2011-05-25 Thread Ivan Lazar Miljenovic
With my wl-pprint-text package, Jason Dagit suggested to me on
#haskell that it would make sense to make such a pretty-printer be
class-based so that the same API could be used for String, ByteString,
Text, etc.

I was thinking of doing so, and in such a case it would probably make
the most amount of sense to actually then migrate the package back to
the wl-pprint package instead of defining yet another package (and
corresponding namespace), especially as I recalled from when I first
started hacking on wl-pprint-text at the beginning of the year that
the last (and only) upload had been in 2007 by Stefan O'Rear.  As
such, I was going to email Stefan and asked if he minded if I took
over maintaining wl-pprint.

However, when I went to the package page to get his email address, I
saw that Otakar Smrz had released a new version about a month ago, and
that the only change in the package that I could find was that
OverlappingInstances was added to the .cabal file (which I thought
wouldn't make a difference anyway).

Now, for all I know, Otakar had already asked Stefan for permission to
take over the package (I've CC'd both of them just in case).  But even
if he didn't, we don't officially have any policies set in place -
especially ones that are enforced by requiring registering a package
and specifying a maintainer - to indicate that such a thing shouldn't
be done.  Furthermore, if packages aren't announced then there's no
way for people to know that there _is_ a new maintainer.
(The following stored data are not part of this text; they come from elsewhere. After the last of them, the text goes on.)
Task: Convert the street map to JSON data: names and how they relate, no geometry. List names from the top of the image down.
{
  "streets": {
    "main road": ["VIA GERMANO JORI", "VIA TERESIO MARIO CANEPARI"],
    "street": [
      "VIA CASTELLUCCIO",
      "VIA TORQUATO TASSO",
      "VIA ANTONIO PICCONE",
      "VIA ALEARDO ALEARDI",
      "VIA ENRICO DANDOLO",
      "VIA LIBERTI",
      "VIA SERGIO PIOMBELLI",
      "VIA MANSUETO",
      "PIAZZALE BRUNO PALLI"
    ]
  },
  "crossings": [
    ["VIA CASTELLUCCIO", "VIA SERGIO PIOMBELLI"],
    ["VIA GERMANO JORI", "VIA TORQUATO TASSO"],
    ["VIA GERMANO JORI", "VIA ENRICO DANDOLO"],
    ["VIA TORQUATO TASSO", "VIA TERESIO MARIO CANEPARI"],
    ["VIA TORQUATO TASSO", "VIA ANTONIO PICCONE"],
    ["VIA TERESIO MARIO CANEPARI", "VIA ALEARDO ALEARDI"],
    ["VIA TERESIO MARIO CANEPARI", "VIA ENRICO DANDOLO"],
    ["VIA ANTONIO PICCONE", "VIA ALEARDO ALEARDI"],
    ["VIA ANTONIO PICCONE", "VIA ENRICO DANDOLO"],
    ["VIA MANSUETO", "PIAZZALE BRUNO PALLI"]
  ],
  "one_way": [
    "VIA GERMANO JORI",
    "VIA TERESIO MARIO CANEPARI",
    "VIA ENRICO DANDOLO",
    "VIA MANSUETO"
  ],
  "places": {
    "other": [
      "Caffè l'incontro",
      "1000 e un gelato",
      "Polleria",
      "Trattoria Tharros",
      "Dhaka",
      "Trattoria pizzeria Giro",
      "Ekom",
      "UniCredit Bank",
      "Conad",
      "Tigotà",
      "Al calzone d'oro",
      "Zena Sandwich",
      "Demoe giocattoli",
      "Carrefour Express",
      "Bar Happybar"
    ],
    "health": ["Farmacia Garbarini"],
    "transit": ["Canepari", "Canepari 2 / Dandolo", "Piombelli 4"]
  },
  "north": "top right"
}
This situation also arose last year [1], and was resolved by someone
volunteering to take over a package.  However, no formal policy was
set in place (despite one being proposed).  As such, I'd like to
propose the following policy based upon the one Ben Millwood proposed
last time on how to take over maintainership of a package that hasn't
been updated for a while:

1. Email the current listed maintainer and wait a specified period of
time (e.g. 2 weeks).
2. Email haskell-cafe, explicitly CC'ing maintainers of reverse
dependencies (at least those that are themselves still active) and
request permission to take over.  This way, people who know the
maintainer might point out that they are indeed still around, etc.
3. If no-one objects within another two weeks, announce that you have
taken over maintainership with a new email (in case people are
ignoring the previous thread).
4. Upload a point release of the previous package (assuming it follows
the PVP) with yourself as the new maintainer (just to get it out
there).  Alternatively, if you already have a new version ready to go
then upload that.

Of course, having a policy like this is useless if there is no way to
enforce it.  Is it possible at the very least to have Hackage note
when a new version of a package is uploaded with a new maintainer and
require it to be approved by someone before it iis officially
available?  I think this would be the bare minimum (as opposed to
requiring explicit logins on a per-package basis or some kind of
signing) required for this kind of scheme to be effective.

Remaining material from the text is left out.